Welcome to Chef Faves, an Eater Boston series where local chefs share their current favorite dishes, ingredients, and more. Here's Steve "Nookie" Postal of Commonwealth.
[Photo: Steve "Nookie" Postal/Katie Chudy]
What's your current favorite dish in Boston?
I love Sarma. Cassie [Piuma] does a great job. She's an awesome person and a great chef. I also like Giulia a lot, too. You know what else I love? It's such a hole in the wall, but it's so good. I almost don't want to tell you. L'Impasto. It's a terrible name and it's, like, a two-person operation, but they make all of their own bread and all of their own pasta, and it's just really good. It's tiny; there are about five tables, but it's good and worth going to. I mean, there's good Italian-American food, and then there's bad Italian-American food. I love a really awesome chicken parm. It's so good.
What's your current favorite ingredient to use?
Eggplant. Yeah, I've been digging on the eggplant lately. I've been getting fairy tale, whites, and I've got some pinks [eggplant varieties] coming in tomorrow. You know, things are just starting to pop right now. Corn is in season, and tomatoes are just starting to come into season. I got some sun gold [tomatoes] yesterday, so it's all just starting to happen, but I've been cooking a lot of eggplant recently. I've just been craving it.

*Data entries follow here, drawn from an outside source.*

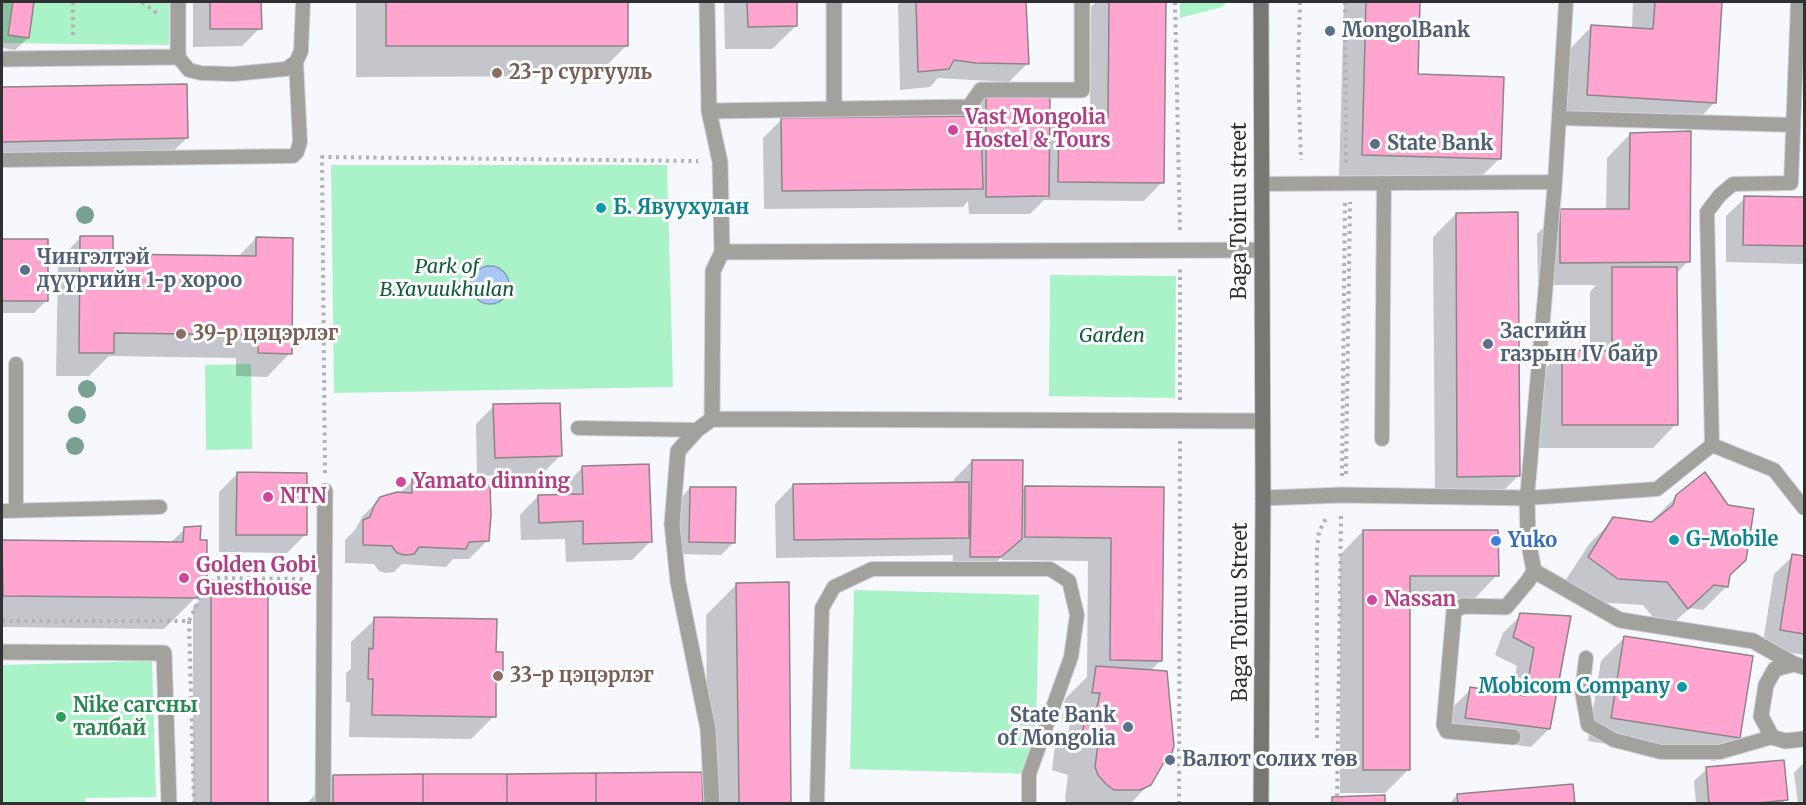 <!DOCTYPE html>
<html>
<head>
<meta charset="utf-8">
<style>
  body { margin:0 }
  #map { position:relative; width:1806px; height:805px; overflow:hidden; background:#f6f8fe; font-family:Merriweather,serif }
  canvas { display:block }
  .frame { position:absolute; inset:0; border:3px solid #2f3033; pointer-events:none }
</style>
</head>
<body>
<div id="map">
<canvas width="1806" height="805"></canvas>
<div class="frame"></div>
</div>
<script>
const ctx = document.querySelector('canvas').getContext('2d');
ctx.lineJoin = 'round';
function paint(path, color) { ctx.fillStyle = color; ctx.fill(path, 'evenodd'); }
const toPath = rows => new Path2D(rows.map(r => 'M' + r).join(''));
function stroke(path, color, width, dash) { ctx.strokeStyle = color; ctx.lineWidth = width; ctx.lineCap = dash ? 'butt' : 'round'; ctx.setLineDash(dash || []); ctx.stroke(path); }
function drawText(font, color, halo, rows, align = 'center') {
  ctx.font = font + ' Merriweather,serif'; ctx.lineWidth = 6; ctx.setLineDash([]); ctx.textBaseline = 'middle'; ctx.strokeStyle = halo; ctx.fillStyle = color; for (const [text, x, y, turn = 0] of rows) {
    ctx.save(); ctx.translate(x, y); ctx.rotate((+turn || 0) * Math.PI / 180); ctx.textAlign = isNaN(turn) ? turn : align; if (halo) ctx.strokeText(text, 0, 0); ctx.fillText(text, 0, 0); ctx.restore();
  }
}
paint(toPath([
  [2,2,169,2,169,45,2,43],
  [1180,2,1225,2,1225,4,1222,7,1180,18],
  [331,165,667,165,673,387,334,393],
  [1050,275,1176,276,1175,398,1049,396],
  [251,364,252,449,206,450,205,365],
  [854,590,1039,595,1035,774,850,769],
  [152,661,156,797,85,798,85,804,2,803,2,665]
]), '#aaf2c8');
const water = toPath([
  '471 285a19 19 0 1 1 38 0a19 19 0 1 1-38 0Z'
]);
paint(water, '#aac7f3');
stroke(water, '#859ab9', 1.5);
paint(toPath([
  [3,2,33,2,28,38,15,50,2,48],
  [193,2,260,2,260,28,242,46,193,47],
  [356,2,627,2,627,45,596,76,356,77],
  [724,2,795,2,796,26,772,49,725,49],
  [901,2,1024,2,1027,64,1009,82,938,78,930,87,900,90,898,4],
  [1096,2,1164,2,1162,182,1144,201,1044,200,1030,214,969,214,968,201,963,207,764,209,763,138,782,119,968,117,968,115,986,96,1048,130,1059,119,1090,119,1091,7],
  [1344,2,1419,2,1416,75,1499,159,1476,182,1339,178],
  [1633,2,1721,2,1715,102,1692,126,1565,118,1569,50,1592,26,1632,29],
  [186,86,187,138,168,156,2,159,2,89],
  [1630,134,1688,261,1676,274,1676,424,1653,448,1539,448,1539,375,1562,352,1590,352,1590,292,1596,285,1538,285,1537,234,1561,210,1606,211,1607,158],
  [1745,198,1804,199,1804,261,1802,264,1726,262,1726,216],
  [1456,214,1518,476,1495,499,1435,500,1433,237],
  [81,237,112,256,237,258,256,238,290,353,267,377,236,376,236,358,109,356,89,376,56,376,58,261],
  [2,240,47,241,46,301,34,313,2,313],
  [494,406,560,456,542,474,477,476,476,424],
  [972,461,1021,492,1026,487,1163,489,1161,660,1150,671,1162,763,1149,784,1130,804,1066,804,1065,798,1068,775,1052,770,1055,747,1068,733,1070,724,1061,723,1065,699,1087,677,1088,561,1002,560,1002,557,981,575,952,575,953,555,776,558,775,504,793,485,954,484,954,479],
  [583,467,650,542,632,560,566,562,565,539,521,540,520,515,538,496,565,496,564,486],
  [238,473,305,535,287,553,219,552,219,492],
  [468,479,487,541,469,559,453,559,446,567,402,564,394,572,386,573,379,571,374,564,345,563,345,540,355,530,362,517,381,498,400,493,413,481,424,487,459,488],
  [690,488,734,542,721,555,677,554,678,501],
  [1677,496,1729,575,1726,587,1703,610,1690,608,1664,631,1643,605,1594,602,1565,581,1590,543,1614,519,1652,524,1653,520],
  [185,529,198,541,205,582,196,591,195,598,164,629,2,627,2,541,170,543],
  [1363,531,1497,575,1474,599,1408,599,1409,769,1385,793,1340,793,1340,555],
  [1793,556,1804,558,1804,655,1762,648,1774,574],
  [737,584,790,804,708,804,706,615],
  [211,589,267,804,193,804,193,607],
  [1521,615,1569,618,1549,729,1531,747,1448,736,1453,707,1471,689,1511,695,1517,666,1495,655,1503,633],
  [375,619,495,653,501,677,495,684,494,716,471,739,349,737,350,702,346,702,346,673,351,669,351,642],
  [1624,638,1739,738,1715,761,1588,741,1601,661],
  [1804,762,1804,804,1798,804,1794,773],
  [1707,769,1786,799,1782,804,1696,804,1694,781],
  [333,776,701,804,306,804],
  [1457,795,1573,804,1449,804]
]), '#0003');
const building = toPath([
  [13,2,34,2,29,38,8,35,13,2],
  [210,2,261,2,262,29,210,29,210,2],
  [386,2,628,2,628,46,386,46,386,2],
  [747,2,797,2,797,26,748,27,747,2],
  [916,2,1026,2,1029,64,976,63,954,60,949,69,918,72,916,2],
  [1109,2,1166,2,1164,183,1058,182,1059,118,1108,118,1109,2],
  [1366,2,1420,2,1418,74,1504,77,1501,159,1362,155,1366,2],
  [1655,2,1722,2,1716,103,1587,95,1591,25,1653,29,1655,2],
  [187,84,188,138,2,142,2,87,187,84],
  [1050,94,1049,196,986,197,986,95,1050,94],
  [981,116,983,189,782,191,781,118,981,116],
  [1691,131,1690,262,1560,263,1560,209,1629,209,1630,133,1691,131],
  [1744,196,1804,197,1804,246,1743,245,1744,196],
  [1518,212,1520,476,1457,477,1456,213,1518,212],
  [80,236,113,236,113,254,256,256,256,237,293,238,292,354,258,353,258,335,114,333,114,353,79,353,80,236],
  [2,239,48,239,48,301,2,301,2,239],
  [1612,267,1677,267,1678,425,1562,425,1562,350,1612,351,1612,267],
  [560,403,562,456,495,458,493,404,560,403],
  [972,460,1023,460,1022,539,1001,557,970,557,972,460],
  [649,464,652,542,583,544,583,521,539,523,538,495,583,494,582,466,649,464],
  [237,472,307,473,307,535,236,535,237,472],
  [1705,472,1728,505,1754,509,1746,560,1730,575,1728,587,1714,585,1688,609,1667,582,1618,579,1588,557,1613,517,1652,522,1673,505,1676,495,1705,472],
  [424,477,425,486,468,486,467,478,482,479,490,485,491,515,489,541,469,542,466,549,419,547,414,554,405,555,397,553,392,546,363,545,363,520,370,517,374,506,380,497,397,492,412,493,412,479,424,477],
  [969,482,969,538,794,540,793,484,969,482],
  [1025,486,1164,487,1162,661,1110,660,1111,538,1025,537,1025,486],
  [690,487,736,487,735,543,689,542,690,487],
  [201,526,200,540,207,540,207,582,199,584,197,598,3,596,2,540,183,542,184,527,201,526],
  [1363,530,1498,530,1499,576,1410,576,1410,770,1363,770,1363,530],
  [1792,554,1804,556,1804,634,1780,630,1792,554],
  [789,582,791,804,739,804,736,583,789,582],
  [211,587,268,587,268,804,211,804,211,587],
  [1520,613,1571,616,1550,729,1465,718,1470,687,1525,696,1534,648,1513,637,1520,613],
  [374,617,497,619,496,652,503,652,503,678,496,678,496,717,372,715,373,679,368,679,369,648,373,649,374,617],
  [1624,636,1753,656,1740,738,1611,718,1624,636],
  [1096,666,1167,671,1174,746,1171,756,1163,764,1151,785,1140,790,1114,790,1106,784,1098,775,1095,767,1098,744,1082,739,1085,714,1097,707,1100,693,1092,693,1096,666],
  [1784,760,1788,800,1747,804,1709,804,1706,767,1784,760],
  [702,772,703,804,596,804,596,773,702,772],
  [596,773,596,804,507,804,507,774,596,773],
  [423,774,423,804,333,804,333,775,423,774],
  [423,774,507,774,507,804,423,804,423,774],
  [1573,784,1575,804,1458,804,1457,794,1573,784],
  [1385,795,1385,804,1332,804,1332,797,1385,795]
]);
paint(building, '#ffa5cf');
stroke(building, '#8c8488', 1.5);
const service = toPath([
  [1566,2,1555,182,1527,498,1657,489,1712,445],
  [178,57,189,70,201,73,233,74,286,69,296,62,301,51,303,2],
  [1559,118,1793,125],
  [2,160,293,156,297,152,300,142,296,62],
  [1261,184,1555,182],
  [578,428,697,430],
  [1382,439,1384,183],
  [1712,445,1707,212,1720,195,1733,184,1791,183,1798,2],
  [1712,445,1774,470,1804,508],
  [2,511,160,507],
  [16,511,16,364],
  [1586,658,1582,691,1588,725,1614,740,1661,752,1720,752,1772,737],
  [817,804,822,608,834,587,872,569,1050,569,1069,581,1077,615,1071,657,1029,774,1029,804]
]);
const minor = toPath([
  [707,2,709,111,720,162,722,252,713,271,712,419],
  [834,2,834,109],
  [2,59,178,57,178,2],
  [709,111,969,107,981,90,1082,90,1082,2],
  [722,252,1260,250],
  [712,419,1261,421],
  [712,419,697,430,678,451,672,524,678,582,708,729,712,804],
  [1263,498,1342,495,1527,498,1528,539,1534,571,1620,620,1753,641,1794,664,1804,667],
  [2,652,164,653,169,804],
  [1794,664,1775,669,1766,685,1761,716,1772,737,1785,741,1804,739],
  [1513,737,1447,731,1444,725,1454,611,1463,606,1506,607,1528,581,1534,571],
  [323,804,325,491]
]);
const secondary = toPath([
  [1261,2,1263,498,1261,804]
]);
stroke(service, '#d2d4d9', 16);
stroke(minor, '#d2d4d9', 17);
stroke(secondary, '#d2d4d9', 17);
stroke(toPath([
  [73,2,73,39],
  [142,2,158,14],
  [1175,2,1180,232],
  [1300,2,1298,69,1301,160],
  [1345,2,1346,164],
  [1180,400,1180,269],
  [325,473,322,157,698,161],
  [1346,474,1350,202],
  [1342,476,1345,201],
  [2,621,189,621,204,589,215,578,306,579],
  [189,621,194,804],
  [1317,738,1317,548,1319,532,1327,516],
  [1179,804,1180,440],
  [1337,804,1341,516]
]), '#b0b2b7', 4, [3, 4.5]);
stroke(service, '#a2a19e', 14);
stroke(minor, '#a2a19e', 15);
stroke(secondary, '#797773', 15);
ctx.fillStyle = '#79a192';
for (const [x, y] of [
  [85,215],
  [87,389],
  [77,415],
  [75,446]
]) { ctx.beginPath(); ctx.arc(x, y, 9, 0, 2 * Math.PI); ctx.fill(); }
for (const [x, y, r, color] of [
  [1330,31,6,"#5c6f8a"],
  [497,73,6,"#8d6e63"],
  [953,130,6,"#d1479c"],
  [1375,144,6,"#5c6f8a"],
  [601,208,6,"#0f9aa8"],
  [25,270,6,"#5c6f8a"],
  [181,334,6,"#8d6e63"],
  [1488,344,6,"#5c6f8a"],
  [401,482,6,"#d1479c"],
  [268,497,6,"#d1479c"],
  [1674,540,6,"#0f9aa8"],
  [1496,541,6,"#3f7fe0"],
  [184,578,6,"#d1479c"],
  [1372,600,6,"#d1479c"],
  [498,676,6,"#8d6e63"],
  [1682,687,6,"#0f9aa8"],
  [61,717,6,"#2e9e5b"],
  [1128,727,6,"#5c6f8a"],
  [1170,760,6,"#5c6f8a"]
]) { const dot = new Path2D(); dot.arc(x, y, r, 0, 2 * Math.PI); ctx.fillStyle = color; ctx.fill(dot); stroke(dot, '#fff', 2); }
drawText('bold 20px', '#4e5e75', '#fff', [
  ["MongolBank",1342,31],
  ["State Bank",1387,144],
  ["Чингэлтэй",37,258],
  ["дүүргийн 1-р хороо",37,281],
  ["Засгийн",1500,332],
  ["газрын IV байр",1500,355],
  ["State Bank",1116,716,"right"],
  ["of Mongolia",1116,739,"right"],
  ["Валют солих төв",1182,760]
], 'left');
drawText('bold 20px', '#785e54', '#fff', [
  ["23-р сургууль",509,73],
  ["39-р цэцэрлэг",193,334],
  ["33-р цэцэрлэг",510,676]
], 'left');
drawText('bold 20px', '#b23c85', '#fff', [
  ["Vast Mongolia",965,118],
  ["Hostel & Tours",965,141],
  ["Yamato dinning",413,482],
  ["NTN",280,497],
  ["Golden Gobi",196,566],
  ["Guesthouse",196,589],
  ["Nassan",1384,600]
], 'left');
drawText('bold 20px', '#0d838f', '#fff', [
  ["Б. Явуухулан",613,208],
  ["G-Mobile",1686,540],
  ["Mobicom Company",1670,687,"right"]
], 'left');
drawText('20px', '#2f3033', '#fff', [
  ["Baga Toiruu street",1240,211,-90],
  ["Baga Toiruu Street",1241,612,-90]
]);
drawText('italic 20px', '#125a39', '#fff', [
  ["Park of",447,267],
  ["B.Yavuukhulan",447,290],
  ["Garden",1112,336]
]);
drawText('bold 20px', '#366cbe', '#fff', [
  ["Yuko",1508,541]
], 'left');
drawText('bold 20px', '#27864d', '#fff', [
  ["Nike сагсны",73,706],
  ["талбай",73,729]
], 'left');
</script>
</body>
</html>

Where's your favorite place to go for food inspiration?
I know this sounds sort of cheesy, but my inspiration comes from the farmers. I talk to them almost every day. I mean, the way this restaurant is set up, it's super easy. I'm not a chef that has to come up with crazy combinations like cocoa nibs and amaranth and stuff. I don't do that. I just get the freshest ingredient that I can get my hands on, and then I just don't fuck it up. Well, I try not to anyway. That's just what we do. So I talk to farmers, and they're telling me that the eggplants are the best right now, so it's sort of easy that way.
What is one of your favorite food memories?
That's a tough one. I didn't really come from a food family and background. A big night out for us was, like, TGI Fridays, and that was rarely. My mom is not the greatest cook in the world. I mean, she was a single mother, so she did the best job that she could, but I remember my first day in culinary school — we made these stupid swans out of pâte à choux, and it was, like, the best thing I ever saw in my entire life. I couldn't believe that you could do this for a living and get paid. That was when I knew that's what I wanted to do. It was just so awesome to be able to play with food.
I just don't have any of those stories about my first oyster off the coast of Brittany or anything like that, but I remember making that swan. I went to culinary school because I had just gotten my bachelor's in economics, and I hate dressing up. My mom had gotten me a suit for graduation for all of my interviews — I had a bunch of them lined up — and I was getting fitted for my suit and thinking about how much I hated dressing up. So I went home and thought about what I could do where I don't have to dress up. I was watching TV and Martin Yan — you know, "Yan Can Cook" ̶ came on, and I thought, "Maybe I'll go to cooking school." So I found a cooking school in Cambridge, moved here, made pastry swans, and never looked back.
What are your favorite dishes currently on the menu, and what are you most looking forward to doing in the near future?
I really like that pulled pork sandwich that we just put on the menu. I like the barbecue sauce that's on it — it's made from Dr. Brown's black cherry soda. So we take the soda and reduce it down, and then we add classic barbecue sauce ingredients, except for sugar, because the soda already has that. When we first tried it, it didn't seem black cherry enough, so we added fresh black cherries to it too. I also really like the Kentucky wonder beans on the eggplant sandwich that we just added to the menu. They are coming from Verrill Farms, and we put chili flakes, garlic, and some fresh tomatoes from The Food Project. We braise them slowly so that they are super tender.
What is your favorite thing to cook at home in your (limited) spare time?
I love cooking simple stuff, and I usually cook on Sunday nights for my kids. It's always spaghetti and meatballs. My kids love it, and it's always a crowd pleaser. It's just spaghetti and meatballs and garlic bread — maybe we'll try to sneak some broccoli in there — but that's it. Just simple.